Table 1 Table 1. Comparisons of the proposed HistGen with other SOTA models on WSI report generation w.r.t NLG metrics.

WSI-Report Generation Result Analysis

For SOTA report generation methods in Tab. 1, Show\&Tell and UpDownAttn utilize CNN for image encoding and RNN for language decoding, manifesting lower performance compared to Transformer-based methods such as R2Gen. M2Transformer and R2GenCMN further improve the performance by aligning encoding and decoding stages. However, visual token selection methods are needed to apply methods to WSI report generation due to the large sequence length, degrading report generation performance. Our proposed method addresses this problem and outperforms these methods by a large margin via efficiently exploring the local and global information inside the patch sequence, interactively aligning the visual and textual context, and effectively utilizing the model’s knowledge and memory from previous iterations. Building upon the DINOv2 ViT-L feature extractor, we compare our method to the aforementioned models. Tab. 1 confirms the superiority of our report generation model over SOTA models, with an average of around 3% improvement observed on all NLG metrics.

Transfer Learning for Cancer Diagnosis and Prognosis

WSI report generation could be considered as vision-language pre-training. To prove that our model learns diagnosis-related information during this task, we further fine-tune our model and evaluate on cancer subtyping and survival analysis with the strategy illustrated in Fig. 2d.

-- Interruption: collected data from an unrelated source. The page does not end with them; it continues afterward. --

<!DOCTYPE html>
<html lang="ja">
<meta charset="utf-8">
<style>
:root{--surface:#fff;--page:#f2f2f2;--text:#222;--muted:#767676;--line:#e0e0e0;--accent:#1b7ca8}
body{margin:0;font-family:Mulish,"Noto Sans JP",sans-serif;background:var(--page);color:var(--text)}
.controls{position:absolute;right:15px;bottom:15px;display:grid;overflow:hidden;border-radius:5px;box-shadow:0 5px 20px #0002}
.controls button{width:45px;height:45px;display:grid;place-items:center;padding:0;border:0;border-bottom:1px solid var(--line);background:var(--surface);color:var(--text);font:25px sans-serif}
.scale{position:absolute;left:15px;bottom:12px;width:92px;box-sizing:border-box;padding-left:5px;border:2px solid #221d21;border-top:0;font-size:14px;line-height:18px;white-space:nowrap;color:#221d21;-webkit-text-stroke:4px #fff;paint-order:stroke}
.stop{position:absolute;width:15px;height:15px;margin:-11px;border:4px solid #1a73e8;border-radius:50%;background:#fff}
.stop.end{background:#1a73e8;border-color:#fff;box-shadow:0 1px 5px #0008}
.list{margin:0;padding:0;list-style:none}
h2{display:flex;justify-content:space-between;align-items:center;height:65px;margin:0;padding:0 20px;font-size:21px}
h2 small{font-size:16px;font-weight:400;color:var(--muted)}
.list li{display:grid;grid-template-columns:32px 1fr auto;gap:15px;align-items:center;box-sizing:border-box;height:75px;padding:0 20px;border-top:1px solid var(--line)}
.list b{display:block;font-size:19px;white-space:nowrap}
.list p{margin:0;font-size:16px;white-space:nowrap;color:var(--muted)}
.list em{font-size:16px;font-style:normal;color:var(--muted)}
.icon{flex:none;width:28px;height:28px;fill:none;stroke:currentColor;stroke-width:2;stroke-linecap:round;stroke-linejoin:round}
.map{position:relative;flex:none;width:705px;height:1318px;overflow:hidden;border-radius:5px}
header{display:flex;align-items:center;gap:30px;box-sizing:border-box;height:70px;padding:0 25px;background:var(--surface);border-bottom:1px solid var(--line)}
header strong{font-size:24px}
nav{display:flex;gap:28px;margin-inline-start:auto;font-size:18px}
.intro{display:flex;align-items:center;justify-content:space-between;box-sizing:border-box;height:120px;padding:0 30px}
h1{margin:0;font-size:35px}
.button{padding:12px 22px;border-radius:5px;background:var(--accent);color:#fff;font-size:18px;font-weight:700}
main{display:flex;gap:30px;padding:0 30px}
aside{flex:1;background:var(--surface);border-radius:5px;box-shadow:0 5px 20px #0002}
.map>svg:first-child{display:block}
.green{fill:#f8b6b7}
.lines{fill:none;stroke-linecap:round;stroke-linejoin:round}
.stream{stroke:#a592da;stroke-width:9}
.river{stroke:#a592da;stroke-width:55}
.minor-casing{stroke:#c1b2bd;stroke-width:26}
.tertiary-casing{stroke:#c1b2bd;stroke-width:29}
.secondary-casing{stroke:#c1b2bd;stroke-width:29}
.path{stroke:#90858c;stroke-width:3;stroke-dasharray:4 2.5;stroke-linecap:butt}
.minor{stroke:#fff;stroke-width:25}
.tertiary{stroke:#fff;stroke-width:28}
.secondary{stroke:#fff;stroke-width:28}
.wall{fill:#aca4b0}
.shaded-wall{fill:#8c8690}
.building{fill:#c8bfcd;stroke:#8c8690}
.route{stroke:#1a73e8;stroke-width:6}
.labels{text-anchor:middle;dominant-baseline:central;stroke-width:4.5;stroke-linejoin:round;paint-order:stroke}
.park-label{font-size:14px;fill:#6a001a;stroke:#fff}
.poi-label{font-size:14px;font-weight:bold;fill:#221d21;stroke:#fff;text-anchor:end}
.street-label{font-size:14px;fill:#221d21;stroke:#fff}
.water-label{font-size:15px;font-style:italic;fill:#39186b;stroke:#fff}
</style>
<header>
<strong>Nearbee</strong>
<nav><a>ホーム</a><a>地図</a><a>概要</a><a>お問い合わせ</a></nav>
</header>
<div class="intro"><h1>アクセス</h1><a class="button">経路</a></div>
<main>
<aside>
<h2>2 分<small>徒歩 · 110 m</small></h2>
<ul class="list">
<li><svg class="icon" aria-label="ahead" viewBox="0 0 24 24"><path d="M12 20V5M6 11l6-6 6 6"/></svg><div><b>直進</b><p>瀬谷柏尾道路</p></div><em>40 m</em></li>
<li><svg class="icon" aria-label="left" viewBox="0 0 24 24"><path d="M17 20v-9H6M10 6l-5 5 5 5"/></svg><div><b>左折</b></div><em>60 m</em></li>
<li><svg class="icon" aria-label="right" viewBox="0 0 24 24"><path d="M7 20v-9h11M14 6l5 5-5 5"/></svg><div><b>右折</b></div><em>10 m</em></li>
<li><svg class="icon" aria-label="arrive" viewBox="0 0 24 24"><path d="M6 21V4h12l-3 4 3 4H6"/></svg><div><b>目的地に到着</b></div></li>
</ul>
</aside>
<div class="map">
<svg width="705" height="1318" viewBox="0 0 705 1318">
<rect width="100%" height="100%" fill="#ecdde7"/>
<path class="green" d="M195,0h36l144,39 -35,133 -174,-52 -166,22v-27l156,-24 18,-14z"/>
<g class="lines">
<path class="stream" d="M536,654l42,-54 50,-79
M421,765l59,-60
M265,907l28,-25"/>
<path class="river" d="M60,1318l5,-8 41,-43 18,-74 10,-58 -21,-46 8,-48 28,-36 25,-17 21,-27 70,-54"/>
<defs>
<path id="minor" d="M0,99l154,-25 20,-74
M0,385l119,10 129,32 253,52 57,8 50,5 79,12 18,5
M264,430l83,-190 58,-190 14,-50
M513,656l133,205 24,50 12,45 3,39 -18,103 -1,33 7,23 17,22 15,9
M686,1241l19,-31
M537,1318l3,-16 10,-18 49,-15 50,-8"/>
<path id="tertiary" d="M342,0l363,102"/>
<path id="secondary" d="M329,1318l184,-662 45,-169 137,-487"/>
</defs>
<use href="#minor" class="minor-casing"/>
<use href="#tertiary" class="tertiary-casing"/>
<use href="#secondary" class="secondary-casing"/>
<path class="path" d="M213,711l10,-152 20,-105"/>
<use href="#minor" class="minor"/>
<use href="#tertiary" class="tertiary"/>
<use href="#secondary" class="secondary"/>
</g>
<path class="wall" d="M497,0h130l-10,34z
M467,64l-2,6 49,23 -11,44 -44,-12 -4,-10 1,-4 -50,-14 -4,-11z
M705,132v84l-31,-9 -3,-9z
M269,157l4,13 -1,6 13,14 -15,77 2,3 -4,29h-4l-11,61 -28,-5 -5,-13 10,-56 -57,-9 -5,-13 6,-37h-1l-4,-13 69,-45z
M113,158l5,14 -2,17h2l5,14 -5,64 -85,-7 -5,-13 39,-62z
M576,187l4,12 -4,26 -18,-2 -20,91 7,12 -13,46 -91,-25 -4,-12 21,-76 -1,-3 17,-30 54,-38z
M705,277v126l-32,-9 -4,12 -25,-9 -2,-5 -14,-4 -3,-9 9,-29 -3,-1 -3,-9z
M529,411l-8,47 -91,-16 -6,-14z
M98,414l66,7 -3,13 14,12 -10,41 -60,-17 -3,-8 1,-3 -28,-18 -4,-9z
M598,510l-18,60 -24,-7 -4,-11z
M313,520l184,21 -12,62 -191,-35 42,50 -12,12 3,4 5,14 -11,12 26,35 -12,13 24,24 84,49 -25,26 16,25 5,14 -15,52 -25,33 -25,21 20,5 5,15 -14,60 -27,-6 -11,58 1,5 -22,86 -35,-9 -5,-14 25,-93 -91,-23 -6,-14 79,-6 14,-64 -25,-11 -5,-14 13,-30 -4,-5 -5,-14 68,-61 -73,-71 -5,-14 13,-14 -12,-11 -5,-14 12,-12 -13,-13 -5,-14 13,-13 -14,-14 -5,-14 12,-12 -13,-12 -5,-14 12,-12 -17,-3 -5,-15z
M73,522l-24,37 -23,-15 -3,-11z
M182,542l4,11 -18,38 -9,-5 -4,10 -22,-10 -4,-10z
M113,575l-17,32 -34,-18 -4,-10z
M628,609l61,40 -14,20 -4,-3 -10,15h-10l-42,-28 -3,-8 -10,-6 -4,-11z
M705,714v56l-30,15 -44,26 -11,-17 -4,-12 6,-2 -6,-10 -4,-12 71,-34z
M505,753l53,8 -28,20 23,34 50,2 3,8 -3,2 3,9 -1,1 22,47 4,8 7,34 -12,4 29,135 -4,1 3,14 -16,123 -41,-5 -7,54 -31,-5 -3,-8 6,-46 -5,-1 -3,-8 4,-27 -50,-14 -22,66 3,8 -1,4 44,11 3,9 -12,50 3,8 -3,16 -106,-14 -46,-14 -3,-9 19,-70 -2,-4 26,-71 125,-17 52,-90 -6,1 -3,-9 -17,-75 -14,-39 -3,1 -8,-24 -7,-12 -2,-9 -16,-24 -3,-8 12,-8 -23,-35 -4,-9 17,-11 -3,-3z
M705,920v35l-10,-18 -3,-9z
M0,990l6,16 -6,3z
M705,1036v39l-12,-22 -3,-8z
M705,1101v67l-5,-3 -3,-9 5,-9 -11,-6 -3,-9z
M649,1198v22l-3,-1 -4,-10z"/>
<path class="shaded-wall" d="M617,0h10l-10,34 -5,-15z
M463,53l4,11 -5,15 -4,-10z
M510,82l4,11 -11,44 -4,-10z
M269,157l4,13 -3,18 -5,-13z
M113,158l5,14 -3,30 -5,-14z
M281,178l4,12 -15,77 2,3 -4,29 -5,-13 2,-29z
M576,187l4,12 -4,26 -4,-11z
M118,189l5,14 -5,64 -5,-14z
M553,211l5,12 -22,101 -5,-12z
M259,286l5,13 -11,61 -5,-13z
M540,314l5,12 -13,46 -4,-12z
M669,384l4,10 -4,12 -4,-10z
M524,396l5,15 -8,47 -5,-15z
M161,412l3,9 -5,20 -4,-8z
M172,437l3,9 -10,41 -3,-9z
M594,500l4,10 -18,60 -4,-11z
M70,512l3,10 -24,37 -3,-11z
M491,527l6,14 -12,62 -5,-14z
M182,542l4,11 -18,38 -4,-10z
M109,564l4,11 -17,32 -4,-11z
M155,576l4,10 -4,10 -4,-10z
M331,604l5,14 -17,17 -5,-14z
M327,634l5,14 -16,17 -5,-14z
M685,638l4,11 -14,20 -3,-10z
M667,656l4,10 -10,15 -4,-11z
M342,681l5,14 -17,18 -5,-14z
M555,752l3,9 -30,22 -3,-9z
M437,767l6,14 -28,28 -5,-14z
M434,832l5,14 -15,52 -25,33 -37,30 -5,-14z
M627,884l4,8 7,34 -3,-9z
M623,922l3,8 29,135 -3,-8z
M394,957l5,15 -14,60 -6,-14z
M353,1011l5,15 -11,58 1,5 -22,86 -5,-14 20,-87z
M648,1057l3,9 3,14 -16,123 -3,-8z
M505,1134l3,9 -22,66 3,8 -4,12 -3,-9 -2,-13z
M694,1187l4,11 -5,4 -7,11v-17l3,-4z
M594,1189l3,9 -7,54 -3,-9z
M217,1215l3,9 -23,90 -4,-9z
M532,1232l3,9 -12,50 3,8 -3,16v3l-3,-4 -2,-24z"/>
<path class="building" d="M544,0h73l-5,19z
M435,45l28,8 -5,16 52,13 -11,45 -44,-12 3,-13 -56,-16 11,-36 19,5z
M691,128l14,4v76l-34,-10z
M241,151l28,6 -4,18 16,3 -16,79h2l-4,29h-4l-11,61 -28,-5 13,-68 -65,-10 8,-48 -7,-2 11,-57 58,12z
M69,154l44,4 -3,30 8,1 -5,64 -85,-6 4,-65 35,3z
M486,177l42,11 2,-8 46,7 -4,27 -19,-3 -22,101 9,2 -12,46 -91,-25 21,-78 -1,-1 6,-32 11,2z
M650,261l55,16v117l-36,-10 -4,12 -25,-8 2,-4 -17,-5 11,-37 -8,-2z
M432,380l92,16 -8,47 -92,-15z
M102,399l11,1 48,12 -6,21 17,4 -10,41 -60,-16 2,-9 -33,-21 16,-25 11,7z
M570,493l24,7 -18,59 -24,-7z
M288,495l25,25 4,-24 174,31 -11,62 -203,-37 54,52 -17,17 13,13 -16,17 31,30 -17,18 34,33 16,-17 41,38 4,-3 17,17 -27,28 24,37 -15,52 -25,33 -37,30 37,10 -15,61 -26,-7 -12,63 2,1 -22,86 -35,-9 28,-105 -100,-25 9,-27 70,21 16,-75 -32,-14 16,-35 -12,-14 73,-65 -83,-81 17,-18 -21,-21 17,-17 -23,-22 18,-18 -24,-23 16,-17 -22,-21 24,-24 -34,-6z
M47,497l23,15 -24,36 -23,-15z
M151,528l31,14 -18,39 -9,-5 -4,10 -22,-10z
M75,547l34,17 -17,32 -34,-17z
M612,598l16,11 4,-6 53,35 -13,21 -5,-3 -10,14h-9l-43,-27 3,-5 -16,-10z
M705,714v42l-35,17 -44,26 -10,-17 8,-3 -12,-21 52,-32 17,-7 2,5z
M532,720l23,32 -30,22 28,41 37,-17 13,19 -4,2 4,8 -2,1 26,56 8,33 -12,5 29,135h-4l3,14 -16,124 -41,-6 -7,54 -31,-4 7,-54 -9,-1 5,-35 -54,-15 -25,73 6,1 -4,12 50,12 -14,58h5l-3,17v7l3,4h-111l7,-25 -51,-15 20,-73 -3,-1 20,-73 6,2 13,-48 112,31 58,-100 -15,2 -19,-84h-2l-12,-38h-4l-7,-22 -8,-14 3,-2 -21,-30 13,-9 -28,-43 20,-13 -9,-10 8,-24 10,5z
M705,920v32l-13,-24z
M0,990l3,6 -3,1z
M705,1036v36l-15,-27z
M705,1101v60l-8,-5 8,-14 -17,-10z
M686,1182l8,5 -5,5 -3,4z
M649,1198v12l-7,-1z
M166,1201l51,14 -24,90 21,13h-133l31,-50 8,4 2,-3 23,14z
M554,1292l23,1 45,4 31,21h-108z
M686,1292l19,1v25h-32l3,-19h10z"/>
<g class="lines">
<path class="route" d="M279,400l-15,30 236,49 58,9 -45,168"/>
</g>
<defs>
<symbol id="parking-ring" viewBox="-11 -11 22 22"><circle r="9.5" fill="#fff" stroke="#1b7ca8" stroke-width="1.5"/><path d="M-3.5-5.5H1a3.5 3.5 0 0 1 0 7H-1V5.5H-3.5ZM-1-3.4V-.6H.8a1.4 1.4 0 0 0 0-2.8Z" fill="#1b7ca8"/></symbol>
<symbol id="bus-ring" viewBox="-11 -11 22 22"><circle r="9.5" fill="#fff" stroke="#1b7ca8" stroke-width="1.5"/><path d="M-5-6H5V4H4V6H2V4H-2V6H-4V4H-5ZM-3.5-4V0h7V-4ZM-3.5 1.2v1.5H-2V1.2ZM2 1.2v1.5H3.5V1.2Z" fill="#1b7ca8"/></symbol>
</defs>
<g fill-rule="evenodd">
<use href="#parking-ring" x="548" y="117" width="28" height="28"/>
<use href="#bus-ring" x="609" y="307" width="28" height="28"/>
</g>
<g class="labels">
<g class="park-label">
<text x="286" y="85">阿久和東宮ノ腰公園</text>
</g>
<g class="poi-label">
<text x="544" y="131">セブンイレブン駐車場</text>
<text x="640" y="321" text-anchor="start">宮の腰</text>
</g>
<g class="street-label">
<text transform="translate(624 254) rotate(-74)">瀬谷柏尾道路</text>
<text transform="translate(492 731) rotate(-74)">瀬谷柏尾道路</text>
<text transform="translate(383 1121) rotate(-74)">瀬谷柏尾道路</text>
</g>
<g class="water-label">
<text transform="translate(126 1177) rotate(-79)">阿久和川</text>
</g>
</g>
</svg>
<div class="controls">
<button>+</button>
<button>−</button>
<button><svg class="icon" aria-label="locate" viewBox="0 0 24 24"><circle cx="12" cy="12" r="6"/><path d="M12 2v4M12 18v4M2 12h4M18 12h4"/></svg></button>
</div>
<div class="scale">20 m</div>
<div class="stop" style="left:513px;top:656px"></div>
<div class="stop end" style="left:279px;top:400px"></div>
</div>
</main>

Table 2 Table 2. Transfer Learning Results on Cancer Subtyping.

Tab. 2 summarizes the comparison of our model to SOTA MIL methods in cancer subtyping datasets, showing that our method outperforms all MIL approaches on all three classification tasks by a significant margin.

Table 3 Table 3. Transfer Learning Results on Survival analysis

Results of six survival analysis tasks, summarized in Tab. 3, reveal that our model outperforms others in most tasks and maintains the highest average score across all six datasets, manifesting superior transfer capabilities.

Tab. 2 and 3 highlight the effectiveness of our proposed model on WSI-level prediction tasks as well as the feasibility of transferring our model to these downstream tasks, confirming its ability to capture diagnostic information during WSI report generation.

Conclusion

In this work, we introduce HistGen, a MIL-empowered framework designed to enhance automated histopathology report generation, covering from model design to benchmark evaluation. To this end, we develop an advanced WSI report generation model by efficiently leveraging local-region and global-WSI information together with explicitly aligning the cross-modal encoding and decoding stages. To conduct experimental evaluation, we curate a benchmark WSI-report dataset, containing around 7,800 WSI-report pairs with high text quality. Extensive experiments on report generation, cancer subtyping, and survival analysis demonstrate the superiority of the proposed model as well as its strong capabilities of transfer learning. While this work lays the groundwork for WSI report generation, its scope is currently limited to histopathology. Future efforts will expand to include other fields such as radiology and ophthalmology, treating report generation across different fields as a unified problem within a single framework.